Department of Biological Chemistry and Molecular Pharmacology, Harvard Medical School, Boston, MA 02115, USA.
Mol Cell. 2013 Sep 26;51(6):850-8. doi: 10.1016/j.molcel.2013.08.015. Epub 2013 Sep 12.
The C-terminal domain (CTD) of Rpb1, the largest subunit of RNA polymerase II (RNApII), coordinates recruitment of RNA- and chromatin-modifying factors to transcription complexes. It is unclear whether the CTD communicates with the catalytic core region of Rpb1 and thus must be physically connected, or instead can function as an independent domain. To address this question, CTD was transferred to other RNApII subunits. Fusions to Rpb4 or Rpb6, two RNApII subunits located near the original position of CTD, support viability in a strain carrying a truncated Rpb1. In contrast, CTD fusion to Rpb9 on the other side of RNApII does not. Rpb4-CTD and Rpb6-CTD proteins are functional for phosphorylation and recruitment of various factors, albeit with some restrictions and minor defects. Normal CTD functions are not transferred to RNApI or RNApIII by Rbp6-CTD. These results show that, with some spatial constraints, CTD can function even when disconnected from Rpb1.

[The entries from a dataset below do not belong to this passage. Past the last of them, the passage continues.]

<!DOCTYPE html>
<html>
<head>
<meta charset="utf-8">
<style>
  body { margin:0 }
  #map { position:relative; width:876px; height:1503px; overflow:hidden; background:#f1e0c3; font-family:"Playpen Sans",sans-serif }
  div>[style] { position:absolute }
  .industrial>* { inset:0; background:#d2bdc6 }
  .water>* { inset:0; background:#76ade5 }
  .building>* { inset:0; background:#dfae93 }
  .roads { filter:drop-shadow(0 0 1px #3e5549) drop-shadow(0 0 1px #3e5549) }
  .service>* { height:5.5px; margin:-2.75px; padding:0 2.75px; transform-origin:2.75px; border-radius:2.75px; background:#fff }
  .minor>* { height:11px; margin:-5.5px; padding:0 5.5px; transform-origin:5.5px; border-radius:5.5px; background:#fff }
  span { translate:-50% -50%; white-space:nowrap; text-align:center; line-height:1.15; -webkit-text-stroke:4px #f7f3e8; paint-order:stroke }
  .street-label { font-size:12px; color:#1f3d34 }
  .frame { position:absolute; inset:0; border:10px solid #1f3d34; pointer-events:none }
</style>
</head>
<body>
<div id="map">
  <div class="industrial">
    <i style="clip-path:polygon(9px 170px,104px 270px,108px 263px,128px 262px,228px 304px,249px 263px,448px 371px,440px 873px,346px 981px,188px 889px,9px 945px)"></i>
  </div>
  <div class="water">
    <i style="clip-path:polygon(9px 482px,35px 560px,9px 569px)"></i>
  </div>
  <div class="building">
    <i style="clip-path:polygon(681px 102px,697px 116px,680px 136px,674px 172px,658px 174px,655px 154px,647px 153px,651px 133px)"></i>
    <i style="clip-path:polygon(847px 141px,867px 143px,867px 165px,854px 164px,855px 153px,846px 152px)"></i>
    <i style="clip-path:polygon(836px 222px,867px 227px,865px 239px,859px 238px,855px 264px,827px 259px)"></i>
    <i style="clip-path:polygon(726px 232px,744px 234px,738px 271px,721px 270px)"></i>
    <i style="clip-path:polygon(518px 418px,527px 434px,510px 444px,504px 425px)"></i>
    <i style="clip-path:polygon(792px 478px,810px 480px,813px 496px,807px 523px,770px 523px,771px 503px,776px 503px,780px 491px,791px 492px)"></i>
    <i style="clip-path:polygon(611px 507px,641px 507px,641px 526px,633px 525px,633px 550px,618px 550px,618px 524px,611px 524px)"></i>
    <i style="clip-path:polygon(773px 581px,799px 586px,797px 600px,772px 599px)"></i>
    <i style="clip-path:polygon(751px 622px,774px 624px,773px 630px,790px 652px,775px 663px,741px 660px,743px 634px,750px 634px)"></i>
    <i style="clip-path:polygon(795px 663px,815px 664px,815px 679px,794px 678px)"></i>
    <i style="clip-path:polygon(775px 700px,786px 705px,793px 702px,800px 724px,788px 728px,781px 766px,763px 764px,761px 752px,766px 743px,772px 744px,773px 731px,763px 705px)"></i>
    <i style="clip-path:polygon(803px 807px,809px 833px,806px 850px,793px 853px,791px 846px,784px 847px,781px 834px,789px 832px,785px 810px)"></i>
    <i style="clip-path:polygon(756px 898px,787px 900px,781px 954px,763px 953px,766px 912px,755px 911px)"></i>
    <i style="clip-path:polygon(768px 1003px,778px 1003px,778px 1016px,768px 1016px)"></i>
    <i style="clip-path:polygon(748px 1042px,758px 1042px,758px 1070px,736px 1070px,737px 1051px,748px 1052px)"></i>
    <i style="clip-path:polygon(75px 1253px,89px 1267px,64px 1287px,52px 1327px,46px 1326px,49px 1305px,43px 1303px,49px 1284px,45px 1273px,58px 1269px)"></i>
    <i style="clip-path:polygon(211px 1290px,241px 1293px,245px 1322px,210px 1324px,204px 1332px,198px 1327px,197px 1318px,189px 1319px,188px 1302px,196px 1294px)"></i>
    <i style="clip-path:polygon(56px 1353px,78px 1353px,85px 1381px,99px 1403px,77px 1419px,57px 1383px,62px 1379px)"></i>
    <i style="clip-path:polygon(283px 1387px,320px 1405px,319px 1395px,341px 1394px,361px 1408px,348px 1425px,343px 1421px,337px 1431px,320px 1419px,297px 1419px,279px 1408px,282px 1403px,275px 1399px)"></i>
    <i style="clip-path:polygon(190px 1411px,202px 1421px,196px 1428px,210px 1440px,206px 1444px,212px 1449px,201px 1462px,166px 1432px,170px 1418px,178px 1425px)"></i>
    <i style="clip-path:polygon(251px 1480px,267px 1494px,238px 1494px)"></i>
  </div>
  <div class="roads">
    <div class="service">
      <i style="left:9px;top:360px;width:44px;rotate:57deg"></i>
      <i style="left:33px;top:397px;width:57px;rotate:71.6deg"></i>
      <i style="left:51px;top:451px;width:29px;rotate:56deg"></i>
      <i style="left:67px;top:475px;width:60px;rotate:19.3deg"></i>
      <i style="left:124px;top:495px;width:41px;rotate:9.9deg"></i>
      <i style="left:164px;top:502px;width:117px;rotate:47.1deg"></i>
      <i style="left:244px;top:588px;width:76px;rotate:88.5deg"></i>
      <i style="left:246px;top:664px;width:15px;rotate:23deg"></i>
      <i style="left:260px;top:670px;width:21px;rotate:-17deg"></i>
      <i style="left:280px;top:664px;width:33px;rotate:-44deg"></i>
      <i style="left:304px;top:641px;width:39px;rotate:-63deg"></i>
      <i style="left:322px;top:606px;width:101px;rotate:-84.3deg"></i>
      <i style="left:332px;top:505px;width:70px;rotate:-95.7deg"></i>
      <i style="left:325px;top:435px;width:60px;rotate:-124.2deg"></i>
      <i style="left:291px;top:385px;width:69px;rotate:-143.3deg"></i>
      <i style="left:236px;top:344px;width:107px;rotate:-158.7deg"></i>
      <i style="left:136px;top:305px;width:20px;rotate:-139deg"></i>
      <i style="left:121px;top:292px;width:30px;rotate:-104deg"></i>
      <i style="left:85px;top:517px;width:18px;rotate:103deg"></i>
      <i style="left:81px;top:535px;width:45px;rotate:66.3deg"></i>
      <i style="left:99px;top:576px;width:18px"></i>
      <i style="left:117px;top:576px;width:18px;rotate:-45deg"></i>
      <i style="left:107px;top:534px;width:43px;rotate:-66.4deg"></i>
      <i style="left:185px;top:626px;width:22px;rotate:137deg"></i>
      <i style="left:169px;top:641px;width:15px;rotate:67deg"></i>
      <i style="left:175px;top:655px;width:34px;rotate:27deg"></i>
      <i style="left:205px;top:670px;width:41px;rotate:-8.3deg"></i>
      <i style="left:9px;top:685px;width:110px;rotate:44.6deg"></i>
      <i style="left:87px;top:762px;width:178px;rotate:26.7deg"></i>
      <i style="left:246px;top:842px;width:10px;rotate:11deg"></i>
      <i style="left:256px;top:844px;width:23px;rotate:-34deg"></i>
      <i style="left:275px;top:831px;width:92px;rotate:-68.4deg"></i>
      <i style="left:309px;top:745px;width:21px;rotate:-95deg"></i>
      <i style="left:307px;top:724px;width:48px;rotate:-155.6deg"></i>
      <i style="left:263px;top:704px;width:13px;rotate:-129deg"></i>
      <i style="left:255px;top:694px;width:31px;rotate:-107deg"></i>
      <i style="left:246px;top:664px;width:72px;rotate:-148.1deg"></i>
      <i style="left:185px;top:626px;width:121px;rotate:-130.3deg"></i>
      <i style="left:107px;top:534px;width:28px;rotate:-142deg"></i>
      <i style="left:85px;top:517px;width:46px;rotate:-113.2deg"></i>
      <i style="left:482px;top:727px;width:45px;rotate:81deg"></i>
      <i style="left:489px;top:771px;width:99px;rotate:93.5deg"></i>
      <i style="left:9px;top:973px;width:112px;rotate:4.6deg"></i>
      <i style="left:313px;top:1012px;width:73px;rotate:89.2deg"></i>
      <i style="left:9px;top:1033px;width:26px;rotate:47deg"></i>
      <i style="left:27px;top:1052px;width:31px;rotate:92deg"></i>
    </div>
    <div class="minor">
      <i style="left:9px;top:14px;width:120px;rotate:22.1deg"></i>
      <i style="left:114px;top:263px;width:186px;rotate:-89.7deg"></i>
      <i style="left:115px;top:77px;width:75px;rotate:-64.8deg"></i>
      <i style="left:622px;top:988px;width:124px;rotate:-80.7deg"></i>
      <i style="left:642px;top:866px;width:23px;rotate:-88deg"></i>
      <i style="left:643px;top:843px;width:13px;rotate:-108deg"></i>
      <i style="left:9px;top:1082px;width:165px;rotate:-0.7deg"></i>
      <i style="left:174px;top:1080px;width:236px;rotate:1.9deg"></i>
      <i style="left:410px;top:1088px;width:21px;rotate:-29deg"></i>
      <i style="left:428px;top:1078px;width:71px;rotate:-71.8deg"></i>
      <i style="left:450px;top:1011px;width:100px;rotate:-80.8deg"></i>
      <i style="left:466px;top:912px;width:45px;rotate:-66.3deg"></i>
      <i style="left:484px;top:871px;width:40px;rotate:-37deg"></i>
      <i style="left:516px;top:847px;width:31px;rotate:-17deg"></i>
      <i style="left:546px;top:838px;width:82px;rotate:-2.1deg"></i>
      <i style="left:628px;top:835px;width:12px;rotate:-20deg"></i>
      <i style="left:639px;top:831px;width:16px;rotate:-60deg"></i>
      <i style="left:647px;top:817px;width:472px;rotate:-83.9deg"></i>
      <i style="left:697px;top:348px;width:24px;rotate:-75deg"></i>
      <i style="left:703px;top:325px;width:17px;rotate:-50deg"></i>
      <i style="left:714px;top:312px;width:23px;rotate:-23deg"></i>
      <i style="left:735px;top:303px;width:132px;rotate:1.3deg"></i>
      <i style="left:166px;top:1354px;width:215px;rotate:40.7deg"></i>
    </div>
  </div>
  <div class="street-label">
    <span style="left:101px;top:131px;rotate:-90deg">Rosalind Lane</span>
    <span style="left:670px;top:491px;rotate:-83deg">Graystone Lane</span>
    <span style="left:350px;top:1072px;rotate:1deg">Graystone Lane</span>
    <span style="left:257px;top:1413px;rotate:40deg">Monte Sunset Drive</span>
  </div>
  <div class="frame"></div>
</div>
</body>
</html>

RNA 聚合酶 II(RNApII)大亚基 Rpb1 的 C 端结构域(CTD)协调 RNA 和染色质修饰因子向转录复合物的募集。目前尚不清楚 CTD 是否与 Rpb1 的催化核心区域相互作用,因此必须物理连接,还是可以作为独立的结构域发挥作用。为了解决这个问题,将 CTD 转移到其他 RNApII 亚基上。与 CTD 原始位置附近的两个 RNApII 亚基 Rpb4 或 Rpb6 的融合支持在携带截短 Rpb1 的菌株中存活。相比之下,在 RNApII 另一侧的 Rpb9 上的 CTD 融合则不行。Rpb4-CTD 和 Rpb6-CTD 蛋白可用于磷酸化和各种因子的募集,但存在一些限制和较小的缺陷。Rpb6-CTD 不能将正常的 CTD 功能转移到 RNApI 或 RNApIII。这些结果表明,在存在一些空间限制的情况下,即使与 Rpb1 断开连接,CTD 也能发挥作用。